One of the sharpest tactics in Sen. Hillary Rodham Clinton's presidential campaign arsenal is to belittle the value of rival Sen. Barack Obama's oratorical skills, an attack strategy that Democratic observers say isn't smart and isn't working.
It is a line of criticism that Mrs. Clinton has used throughout much of her campaign, especially in debates with her rival, but one she is using more frequently lately as she attempts to counter the contrast between her nuts-and-bolts, "ready to go on Day One" stump speeches and Mr. Obama's soaring rhetoric that summons Americans to unite behind his agenda for change.
"Speeches don't put food on the table," she said last Thursday at a General Motors plant in Warren, Ohio. "Speeches don't fill up your tank, or fill your prescription, or do anything about that stack of bills."
"My opponent gives speeches. I offer solutions," she said.
It is a staple line in her campaign speeches in one form or another. "You can choose speeches or solutions. You can choose talk or action," she said in Cincinnati on Friday.

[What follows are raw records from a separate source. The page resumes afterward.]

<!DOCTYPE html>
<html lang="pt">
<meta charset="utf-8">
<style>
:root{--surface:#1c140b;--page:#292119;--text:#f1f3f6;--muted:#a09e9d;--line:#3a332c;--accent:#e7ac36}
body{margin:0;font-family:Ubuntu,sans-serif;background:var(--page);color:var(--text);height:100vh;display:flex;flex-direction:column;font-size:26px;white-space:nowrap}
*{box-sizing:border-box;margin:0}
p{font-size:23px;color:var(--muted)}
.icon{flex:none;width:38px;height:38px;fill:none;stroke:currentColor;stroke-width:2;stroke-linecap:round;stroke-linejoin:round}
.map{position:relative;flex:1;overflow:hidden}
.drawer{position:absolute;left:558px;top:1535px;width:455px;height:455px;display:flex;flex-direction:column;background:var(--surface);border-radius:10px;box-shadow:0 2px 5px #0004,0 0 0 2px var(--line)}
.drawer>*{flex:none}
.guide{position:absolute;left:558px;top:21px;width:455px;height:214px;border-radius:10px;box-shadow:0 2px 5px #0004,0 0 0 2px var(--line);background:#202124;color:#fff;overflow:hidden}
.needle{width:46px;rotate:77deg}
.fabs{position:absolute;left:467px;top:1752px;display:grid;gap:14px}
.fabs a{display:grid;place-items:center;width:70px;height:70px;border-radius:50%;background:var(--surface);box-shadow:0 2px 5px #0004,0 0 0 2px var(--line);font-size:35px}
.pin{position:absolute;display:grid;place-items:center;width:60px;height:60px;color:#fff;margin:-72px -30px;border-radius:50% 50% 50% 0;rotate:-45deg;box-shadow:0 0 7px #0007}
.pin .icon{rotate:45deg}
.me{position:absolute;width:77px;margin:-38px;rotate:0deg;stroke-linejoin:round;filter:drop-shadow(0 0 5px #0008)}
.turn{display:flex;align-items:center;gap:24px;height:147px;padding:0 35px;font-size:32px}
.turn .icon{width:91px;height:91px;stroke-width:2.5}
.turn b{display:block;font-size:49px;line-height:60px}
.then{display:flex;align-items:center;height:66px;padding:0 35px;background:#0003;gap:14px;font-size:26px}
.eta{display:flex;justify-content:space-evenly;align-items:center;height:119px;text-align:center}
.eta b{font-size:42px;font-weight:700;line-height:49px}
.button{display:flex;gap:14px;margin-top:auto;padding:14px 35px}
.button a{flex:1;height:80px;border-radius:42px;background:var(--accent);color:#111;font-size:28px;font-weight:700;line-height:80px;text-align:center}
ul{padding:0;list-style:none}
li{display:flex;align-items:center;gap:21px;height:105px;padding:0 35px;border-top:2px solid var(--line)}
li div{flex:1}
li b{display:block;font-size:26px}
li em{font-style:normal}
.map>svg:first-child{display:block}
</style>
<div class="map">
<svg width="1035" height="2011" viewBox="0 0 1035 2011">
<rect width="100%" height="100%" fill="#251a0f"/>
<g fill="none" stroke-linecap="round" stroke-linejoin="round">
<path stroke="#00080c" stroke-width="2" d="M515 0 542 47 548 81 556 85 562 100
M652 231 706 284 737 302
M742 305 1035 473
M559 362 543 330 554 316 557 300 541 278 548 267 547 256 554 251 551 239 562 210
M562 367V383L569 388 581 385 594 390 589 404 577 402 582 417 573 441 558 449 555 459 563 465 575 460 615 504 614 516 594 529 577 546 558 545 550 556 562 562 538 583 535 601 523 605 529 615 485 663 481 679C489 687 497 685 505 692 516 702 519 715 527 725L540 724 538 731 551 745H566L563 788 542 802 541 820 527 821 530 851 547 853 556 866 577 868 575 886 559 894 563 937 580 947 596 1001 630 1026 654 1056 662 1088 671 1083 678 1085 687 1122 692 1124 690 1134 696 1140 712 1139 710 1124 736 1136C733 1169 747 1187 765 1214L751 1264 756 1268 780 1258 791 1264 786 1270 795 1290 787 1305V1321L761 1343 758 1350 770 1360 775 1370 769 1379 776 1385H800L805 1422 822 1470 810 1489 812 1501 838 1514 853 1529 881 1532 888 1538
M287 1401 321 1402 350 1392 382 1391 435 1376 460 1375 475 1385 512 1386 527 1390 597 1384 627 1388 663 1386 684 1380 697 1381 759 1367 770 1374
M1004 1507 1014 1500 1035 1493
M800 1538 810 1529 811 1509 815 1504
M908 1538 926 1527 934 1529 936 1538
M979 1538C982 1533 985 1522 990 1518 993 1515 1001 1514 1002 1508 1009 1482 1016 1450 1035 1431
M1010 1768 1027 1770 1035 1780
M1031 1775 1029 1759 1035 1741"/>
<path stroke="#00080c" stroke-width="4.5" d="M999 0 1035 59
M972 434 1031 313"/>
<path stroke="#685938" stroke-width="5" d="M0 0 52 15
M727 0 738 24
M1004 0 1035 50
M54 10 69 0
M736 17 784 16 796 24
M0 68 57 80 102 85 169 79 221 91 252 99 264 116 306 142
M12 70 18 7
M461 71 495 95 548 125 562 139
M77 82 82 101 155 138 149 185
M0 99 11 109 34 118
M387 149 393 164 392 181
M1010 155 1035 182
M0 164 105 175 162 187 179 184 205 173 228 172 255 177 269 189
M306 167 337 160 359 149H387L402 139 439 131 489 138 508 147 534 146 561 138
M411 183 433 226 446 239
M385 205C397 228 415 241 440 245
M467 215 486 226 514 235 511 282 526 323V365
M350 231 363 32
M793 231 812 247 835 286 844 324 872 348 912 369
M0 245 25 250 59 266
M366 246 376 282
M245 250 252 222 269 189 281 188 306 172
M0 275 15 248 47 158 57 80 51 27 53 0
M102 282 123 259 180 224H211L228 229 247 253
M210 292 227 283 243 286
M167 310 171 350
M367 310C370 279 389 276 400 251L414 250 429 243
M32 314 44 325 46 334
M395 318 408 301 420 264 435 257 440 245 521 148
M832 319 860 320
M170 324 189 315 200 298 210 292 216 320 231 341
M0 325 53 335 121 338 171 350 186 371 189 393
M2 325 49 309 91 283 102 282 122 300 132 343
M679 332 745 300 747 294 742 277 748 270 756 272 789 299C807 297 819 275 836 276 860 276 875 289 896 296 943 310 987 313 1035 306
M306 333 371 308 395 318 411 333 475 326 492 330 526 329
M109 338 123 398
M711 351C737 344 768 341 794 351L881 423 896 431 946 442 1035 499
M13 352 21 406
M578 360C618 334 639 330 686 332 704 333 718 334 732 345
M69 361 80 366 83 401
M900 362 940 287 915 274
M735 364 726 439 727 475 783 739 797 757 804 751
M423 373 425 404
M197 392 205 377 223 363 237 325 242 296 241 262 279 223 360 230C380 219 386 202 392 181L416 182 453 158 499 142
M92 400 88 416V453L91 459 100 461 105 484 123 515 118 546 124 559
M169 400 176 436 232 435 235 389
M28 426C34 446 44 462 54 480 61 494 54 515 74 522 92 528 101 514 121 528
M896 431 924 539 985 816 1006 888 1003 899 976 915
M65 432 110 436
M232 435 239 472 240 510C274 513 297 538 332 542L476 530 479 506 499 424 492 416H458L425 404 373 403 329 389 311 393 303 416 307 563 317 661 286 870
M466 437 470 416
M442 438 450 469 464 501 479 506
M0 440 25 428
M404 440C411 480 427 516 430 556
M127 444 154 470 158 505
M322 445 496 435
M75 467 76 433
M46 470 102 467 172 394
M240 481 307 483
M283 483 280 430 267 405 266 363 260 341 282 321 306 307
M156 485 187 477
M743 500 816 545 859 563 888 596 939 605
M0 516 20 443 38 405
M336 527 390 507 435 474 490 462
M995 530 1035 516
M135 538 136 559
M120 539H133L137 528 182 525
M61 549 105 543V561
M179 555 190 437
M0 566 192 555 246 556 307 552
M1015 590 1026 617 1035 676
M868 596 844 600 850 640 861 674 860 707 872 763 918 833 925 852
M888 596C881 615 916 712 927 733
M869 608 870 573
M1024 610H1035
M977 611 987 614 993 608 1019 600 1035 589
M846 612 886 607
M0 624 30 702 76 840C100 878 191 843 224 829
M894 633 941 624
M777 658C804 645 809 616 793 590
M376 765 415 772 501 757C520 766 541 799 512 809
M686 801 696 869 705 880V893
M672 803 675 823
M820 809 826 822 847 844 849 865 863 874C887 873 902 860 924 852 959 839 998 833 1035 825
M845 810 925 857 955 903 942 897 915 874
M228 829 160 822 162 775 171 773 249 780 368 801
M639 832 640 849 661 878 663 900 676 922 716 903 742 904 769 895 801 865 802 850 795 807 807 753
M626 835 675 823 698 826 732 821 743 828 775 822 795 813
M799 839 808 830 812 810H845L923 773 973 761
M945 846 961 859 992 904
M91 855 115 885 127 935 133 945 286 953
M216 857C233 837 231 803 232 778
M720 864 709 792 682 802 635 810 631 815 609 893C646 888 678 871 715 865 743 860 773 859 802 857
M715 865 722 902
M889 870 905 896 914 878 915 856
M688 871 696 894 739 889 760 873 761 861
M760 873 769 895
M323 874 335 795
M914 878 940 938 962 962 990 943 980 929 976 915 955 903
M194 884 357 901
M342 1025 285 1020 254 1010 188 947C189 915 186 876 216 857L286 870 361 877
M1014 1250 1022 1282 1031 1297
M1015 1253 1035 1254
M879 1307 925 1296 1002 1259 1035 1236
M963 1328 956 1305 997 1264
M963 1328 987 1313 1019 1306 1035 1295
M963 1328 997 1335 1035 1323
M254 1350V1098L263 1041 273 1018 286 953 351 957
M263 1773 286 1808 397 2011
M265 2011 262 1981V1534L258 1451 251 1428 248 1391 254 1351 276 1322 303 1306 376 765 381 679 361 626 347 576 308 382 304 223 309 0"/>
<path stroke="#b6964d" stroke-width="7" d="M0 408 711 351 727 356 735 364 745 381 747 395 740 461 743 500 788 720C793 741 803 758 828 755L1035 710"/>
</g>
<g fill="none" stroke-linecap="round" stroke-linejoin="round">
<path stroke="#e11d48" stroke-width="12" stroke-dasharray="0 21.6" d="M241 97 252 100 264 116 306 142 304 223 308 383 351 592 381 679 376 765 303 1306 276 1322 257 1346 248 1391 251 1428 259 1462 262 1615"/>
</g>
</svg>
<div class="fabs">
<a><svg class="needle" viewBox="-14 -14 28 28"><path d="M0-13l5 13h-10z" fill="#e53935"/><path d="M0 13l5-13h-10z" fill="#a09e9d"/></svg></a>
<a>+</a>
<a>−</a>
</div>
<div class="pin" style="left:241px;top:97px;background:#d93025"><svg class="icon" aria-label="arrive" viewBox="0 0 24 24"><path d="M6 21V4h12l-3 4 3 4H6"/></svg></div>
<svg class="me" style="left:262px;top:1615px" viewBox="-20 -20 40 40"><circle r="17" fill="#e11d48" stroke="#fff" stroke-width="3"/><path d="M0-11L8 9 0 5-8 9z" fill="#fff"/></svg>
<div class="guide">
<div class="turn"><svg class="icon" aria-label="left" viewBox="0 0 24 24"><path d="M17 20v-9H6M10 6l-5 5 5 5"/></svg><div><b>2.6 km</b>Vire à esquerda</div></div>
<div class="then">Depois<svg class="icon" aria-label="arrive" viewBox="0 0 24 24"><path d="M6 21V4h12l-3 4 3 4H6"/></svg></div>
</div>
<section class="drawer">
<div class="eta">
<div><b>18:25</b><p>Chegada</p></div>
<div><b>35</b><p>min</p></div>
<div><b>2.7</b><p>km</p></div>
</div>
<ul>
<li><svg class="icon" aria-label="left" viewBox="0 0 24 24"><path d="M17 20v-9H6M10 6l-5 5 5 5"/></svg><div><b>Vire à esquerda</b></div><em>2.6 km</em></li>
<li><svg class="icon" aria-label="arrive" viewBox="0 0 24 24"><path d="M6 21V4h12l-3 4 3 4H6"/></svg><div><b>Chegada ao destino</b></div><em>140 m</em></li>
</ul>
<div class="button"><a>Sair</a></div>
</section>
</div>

But some party strategists who have been involved in many presidential campaigns think the attack strategy is ineffective at best and self-defeating at worst because it seems to smack of a self-acknowledgement that Mr. Obama has better communications skills — a chief requisite for an effective presidency.
"I don't think it's a smart attack, unless she can make the 'all talk, no accomplishments' charge stick. Clearly, when good oratory is linked to action, it enhances the effectiveness of the action," said a veteran Democratic adviser who asked not to be identified.
Government scholars seem to agree, saying that oratorical skills are important attributes in a president seeking to lift up the nation, move it in another direction or build support for a reform agenda.
"The two most successful recent presidents are Ronald Reagan and Bill Clinton, who gave great speeches. They were really good at it, and that's one of the reasons they were successful," said Gregg Easterbrook, a governance studies scholar at the Brookings Institution.
"One of the main things we remember about Abraham Lincoln is his oratory. We don't remember the details of a deal he cut with the House Ways and Means Committee, but we remember his speeches," Mr. Easterbrook said. "You don't have to be a good speechmaker to be a good president, but it sure helps."
But Mrs. Clinton's repeated put-downs of Mr. Obama's speechmaking on the campaign trail have drawn growing criticism from pundits and pollsters — from liberals and conservatives alike.
When the New York senator was campaigning in early January in the Iowa Democratic caucuses and the New Hampshire primary, she said, borrowing a phrase from former New York Gov. Mario Cuomo, "You campaign in poetry, but you govern in prose."
"Clinton has not heeded her own lesson. She is campaigning in prose and has left the poetry to Barack Obama," Brookings Institution analyst E. J. Dionne Jr. wrote last month.
Conservative pollster Frank Luntz, author of a book on strategic words that appeal to voters in campaigns, told CBS News last week that he's "more than impressed" with Mr. Obama's oratory. "I've been mesmerized."
This blunt, almost brutal contrast in the speaking abilities of the two candidates is increasingly being highlighted in news accounts of their campaign events.
When Mrs. Clinton "speaks to large audiences, be it a rally with several thousand students or a fundraiser with well-heeled donors, she often sounds more like a senator than a presidential candidate — delivering wonky recitations of her policy positions instead of a raise-the-roof stemwinder," the New York Times reported on Super Tuesday.
Mr. Easterbrook finds her criticism of Mr. Obama's speeches ironic. "She is giving speeches to complain about someone giving speeches. She must think speeches are important, or she wouldn't be doing it all day long," he said.